__YOUR TASK__. Where does the string "strokeStyle" appear in the records? Copy each line that holds it.

__EXTRACTED MATERIAL__.
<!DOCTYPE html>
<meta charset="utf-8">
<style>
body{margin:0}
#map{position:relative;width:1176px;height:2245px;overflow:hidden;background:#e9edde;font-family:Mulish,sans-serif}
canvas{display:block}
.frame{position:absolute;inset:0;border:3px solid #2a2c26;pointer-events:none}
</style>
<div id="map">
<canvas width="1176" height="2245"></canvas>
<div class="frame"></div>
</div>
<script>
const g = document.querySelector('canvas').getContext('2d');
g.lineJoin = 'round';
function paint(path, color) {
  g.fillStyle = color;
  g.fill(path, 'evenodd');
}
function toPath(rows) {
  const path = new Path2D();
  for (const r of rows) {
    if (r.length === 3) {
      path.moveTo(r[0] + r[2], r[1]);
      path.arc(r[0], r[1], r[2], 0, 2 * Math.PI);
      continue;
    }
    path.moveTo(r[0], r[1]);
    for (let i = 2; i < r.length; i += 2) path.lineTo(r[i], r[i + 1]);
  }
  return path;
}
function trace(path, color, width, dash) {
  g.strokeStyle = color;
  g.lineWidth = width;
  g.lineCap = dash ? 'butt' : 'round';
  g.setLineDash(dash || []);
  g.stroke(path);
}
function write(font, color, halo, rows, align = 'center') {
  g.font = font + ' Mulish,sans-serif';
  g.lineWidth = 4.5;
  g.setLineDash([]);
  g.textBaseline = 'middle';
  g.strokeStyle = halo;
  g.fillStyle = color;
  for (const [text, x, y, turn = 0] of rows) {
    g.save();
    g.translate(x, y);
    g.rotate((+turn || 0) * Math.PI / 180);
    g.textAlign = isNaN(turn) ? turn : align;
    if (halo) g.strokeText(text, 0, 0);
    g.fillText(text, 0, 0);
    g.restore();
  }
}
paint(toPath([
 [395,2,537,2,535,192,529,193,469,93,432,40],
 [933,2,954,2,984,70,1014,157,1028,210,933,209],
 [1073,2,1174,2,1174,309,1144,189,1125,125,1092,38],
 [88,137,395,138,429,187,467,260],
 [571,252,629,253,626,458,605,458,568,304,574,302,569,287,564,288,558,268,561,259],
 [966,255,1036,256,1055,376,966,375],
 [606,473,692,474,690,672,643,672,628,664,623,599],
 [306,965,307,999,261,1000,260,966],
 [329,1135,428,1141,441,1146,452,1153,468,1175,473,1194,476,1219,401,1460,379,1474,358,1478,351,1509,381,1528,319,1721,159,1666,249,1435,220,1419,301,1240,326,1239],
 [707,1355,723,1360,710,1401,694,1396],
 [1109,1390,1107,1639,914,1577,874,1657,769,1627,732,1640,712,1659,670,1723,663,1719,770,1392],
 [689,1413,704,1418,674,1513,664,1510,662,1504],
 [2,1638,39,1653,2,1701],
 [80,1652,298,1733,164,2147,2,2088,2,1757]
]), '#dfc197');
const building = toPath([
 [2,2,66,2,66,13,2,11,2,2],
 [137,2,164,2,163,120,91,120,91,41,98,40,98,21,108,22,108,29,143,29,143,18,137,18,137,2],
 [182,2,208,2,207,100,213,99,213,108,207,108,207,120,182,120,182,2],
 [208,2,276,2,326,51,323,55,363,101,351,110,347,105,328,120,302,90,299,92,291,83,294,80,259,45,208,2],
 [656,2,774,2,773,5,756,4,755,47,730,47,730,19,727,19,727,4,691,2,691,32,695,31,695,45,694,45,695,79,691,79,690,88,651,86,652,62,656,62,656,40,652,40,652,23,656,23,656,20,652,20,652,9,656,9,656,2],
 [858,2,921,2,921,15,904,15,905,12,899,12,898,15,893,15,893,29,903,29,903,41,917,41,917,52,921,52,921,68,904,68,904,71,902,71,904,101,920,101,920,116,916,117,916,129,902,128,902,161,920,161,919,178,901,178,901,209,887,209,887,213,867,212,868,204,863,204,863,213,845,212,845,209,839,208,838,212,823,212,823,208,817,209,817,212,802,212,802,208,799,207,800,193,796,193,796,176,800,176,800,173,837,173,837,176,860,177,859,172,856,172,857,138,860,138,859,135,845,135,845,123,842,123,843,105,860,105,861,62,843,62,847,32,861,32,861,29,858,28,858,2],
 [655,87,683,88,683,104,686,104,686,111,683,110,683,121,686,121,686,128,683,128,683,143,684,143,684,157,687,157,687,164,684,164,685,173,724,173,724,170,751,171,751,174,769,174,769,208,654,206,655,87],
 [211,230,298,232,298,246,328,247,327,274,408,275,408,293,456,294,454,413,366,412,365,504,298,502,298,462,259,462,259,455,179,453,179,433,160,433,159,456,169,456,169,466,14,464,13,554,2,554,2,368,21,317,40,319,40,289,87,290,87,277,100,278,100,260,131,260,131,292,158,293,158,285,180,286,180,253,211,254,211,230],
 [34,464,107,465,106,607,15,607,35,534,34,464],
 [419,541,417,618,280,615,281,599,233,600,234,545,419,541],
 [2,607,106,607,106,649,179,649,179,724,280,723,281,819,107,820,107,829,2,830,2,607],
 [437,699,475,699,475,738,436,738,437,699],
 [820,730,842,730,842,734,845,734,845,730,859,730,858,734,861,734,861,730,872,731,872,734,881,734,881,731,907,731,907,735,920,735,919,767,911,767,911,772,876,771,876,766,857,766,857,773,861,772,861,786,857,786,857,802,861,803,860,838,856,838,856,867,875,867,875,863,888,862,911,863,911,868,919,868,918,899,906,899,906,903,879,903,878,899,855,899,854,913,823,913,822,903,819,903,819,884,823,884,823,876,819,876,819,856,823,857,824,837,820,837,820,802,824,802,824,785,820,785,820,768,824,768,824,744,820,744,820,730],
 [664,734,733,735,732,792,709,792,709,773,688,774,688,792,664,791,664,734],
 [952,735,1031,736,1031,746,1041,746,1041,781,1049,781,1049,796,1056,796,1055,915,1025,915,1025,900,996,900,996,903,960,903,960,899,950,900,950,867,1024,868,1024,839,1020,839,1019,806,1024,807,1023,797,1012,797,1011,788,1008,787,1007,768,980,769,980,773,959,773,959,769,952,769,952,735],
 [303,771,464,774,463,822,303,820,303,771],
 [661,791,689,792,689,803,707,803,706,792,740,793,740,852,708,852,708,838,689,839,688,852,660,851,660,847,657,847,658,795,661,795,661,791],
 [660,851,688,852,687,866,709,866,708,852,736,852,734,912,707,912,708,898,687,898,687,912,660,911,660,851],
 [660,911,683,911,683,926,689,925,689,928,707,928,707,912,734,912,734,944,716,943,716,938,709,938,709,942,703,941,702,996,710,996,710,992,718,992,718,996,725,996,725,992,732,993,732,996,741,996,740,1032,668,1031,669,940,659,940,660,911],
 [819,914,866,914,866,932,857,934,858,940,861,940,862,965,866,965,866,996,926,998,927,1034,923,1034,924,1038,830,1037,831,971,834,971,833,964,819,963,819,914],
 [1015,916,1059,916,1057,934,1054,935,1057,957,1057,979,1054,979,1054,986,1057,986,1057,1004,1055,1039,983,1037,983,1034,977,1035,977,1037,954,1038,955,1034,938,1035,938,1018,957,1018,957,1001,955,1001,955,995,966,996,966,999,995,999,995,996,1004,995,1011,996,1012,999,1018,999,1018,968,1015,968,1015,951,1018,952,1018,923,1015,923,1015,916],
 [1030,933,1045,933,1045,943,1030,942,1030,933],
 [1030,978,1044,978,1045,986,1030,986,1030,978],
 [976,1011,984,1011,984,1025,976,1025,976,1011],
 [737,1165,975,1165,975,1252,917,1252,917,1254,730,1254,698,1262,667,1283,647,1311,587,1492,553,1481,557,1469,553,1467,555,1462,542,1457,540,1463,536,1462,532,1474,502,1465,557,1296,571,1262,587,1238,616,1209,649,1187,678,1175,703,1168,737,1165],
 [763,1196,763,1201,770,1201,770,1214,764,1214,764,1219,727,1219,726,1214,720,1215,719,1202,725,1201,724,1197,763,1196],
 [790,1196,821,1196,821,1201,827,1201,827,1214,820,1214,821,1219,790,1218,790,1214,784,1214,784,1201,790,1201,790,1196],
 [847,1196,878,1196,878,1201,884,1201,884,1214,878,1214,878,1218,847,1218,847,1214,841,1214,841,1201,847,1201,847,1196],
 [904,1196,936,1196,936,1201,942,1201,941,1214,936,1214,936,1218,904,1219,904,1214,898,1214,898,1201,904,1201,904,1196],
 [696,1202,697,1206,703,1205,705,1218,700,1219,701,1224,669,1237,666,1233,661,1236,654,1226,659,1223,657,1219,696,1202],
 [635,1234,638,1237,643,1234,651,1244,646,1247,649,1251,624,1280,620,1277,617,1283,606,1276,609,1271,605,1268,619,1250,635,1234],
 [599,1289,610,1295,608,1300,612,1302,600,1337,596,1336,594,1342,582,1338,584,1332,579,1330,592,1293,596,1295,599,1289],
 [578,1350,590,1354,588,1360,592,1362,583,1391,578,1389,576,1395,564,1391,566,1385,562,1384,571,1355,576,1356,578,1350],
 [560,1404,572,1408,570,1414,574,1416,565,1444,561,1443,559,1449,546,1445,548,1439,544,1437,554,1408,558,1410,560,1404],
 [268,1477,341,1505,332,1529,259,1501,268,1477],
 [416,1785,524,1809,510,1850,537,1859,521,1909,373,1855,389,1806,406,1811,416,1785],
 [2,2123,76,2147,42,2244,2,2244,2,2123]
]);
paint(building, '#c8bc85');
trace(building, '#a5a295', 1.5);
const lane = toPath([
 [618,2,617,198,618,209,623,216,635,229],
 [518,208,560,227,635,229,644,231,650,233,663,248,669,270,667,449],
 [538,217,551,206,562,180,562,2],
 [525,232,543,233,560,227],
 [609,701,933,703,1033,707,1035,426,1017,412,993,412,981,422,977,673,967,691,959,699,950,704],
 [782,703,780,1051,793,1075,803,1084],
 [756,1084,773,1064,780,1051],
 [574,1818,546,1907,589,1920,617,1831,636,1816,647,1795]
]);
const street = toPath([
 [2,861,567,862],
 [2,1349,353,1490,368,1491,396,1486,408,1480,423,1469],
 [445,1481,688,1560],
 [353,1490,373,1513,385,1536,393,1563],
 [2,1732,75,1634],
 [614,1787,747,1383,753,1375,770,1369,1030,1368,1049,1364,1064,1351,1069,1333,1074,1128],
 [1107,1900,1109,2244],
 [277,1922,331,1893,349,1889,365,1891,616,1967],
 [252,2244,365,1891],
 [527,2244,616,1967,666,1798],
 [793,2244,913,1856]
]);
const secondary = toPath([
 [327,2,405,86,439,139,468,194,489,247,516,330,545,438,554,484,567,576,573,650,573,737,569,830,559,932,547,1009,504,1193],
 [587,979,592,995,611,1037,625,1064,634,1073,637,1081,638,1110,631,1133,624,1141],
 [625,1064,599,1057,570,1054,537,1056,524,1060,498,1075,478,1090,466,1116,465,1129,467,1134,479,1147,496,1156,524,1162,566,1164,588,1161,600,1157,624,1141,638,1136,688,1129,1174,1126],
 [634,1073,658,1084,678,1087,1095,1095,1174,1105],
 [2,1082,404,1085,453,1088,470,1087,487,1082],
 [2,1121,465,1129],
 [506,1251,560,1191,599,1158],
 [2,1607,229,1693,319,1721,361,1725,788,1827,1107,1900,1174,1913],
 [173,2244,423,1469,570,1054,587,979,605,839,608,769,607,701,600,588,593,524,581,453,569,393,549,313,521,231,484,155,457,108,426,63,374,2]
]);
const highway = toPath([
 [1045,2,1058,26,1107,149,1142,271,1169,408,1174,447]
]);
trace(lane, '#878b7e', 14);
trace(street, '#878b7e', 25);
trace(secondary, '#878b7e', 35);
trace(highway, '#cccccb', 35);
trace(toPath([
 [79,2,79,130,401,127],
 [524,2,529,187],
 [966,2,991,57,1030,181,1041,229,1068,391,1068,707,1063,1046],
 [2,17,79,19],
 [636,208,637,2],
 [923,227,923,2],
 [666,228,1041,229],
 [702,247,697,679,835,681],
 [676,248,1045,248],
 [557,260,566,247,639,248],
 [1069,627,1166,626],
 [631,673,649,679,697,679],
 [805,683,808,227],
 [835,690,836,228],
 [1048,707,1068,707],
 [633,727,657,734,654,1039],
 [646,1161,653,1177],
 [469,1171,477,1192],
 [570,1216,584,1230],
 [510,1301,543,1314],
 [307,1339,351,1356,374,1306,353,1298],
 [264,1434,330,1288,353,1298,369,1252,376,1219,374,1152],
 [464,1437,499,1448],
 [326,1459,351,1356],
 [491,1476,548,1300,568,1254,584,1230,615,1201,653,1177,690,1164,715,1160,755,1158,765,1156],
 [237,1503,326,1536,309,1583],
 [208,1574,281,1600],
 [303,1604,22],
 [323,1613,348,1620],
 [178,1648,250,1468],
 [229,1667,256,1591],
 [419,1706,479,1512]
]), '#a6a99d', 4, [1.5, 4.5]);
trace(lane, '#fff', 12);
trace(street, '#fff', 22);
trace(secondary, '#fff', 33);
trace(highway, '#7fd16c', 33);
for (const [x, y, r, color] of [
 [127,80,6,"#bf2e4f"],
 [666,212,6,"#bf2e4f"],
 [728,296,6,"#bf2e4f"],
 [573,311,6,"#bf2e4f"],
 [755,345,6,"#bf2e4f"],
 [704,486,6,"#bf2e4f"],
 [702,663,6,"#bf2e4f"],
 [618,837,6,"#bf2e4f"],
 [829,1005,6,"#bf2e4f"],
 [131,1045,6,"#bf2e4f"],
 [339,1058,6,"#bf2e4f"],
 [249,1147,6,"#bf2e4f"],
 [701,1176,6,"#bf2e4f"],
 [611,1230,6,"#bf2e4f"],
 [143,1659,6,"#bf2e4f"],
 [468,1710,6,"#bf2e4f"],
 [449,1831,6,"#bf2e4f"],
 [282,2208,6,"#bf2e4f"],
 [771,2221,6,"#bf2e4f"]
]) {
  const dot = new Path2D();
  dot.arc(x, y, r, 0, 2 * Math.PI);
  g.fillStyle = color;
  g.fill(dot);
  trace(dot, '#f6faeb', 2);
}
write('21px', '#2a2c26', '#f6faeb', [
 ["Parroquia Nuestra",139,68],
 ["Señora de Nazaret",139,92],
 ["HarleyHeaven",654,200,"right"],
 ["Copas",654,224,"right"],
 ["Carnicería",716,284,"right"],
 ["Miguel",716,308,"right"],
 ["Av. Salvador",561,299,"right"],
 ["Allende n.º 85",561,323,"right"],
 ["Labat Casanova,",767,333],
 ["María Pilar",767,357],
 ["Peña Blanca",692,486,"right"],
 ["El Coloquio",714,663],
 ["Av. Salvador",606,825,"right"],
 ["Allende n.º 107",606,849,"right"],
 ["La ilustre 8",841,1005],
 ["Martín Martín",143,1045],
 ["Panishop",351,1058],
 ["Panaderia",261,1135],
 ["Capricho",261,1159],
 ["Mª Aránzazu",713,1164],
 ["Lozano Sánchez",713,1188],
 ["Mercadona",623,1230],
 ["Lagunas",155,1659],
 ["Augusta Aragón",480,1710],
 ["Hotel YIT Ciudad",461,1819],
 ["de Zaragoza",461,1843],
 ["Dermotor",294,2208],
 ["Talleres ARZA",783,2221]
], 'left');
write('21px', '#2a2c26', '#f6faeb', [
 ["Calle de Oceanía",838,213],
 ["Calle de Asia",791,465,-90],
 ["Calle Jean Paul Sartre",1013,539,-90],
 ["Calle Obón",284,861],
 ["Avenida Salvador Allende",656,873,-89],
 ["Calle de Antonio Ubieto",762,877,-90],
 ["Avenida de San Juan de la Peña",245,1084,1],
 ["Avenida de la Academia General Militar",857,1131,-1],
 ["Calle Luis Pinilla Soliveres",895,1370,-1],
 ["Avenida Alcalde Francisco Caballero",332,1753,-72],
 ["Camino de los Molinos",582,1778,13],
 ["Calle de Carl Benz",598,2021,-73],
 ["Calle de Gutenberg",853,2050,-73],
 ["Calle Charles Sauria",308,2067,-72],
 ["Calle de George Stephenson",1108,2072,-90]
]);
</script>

__YOUR RESPONSE__.
  g.strokeStyle = color;
  g.strokeStyle = halo;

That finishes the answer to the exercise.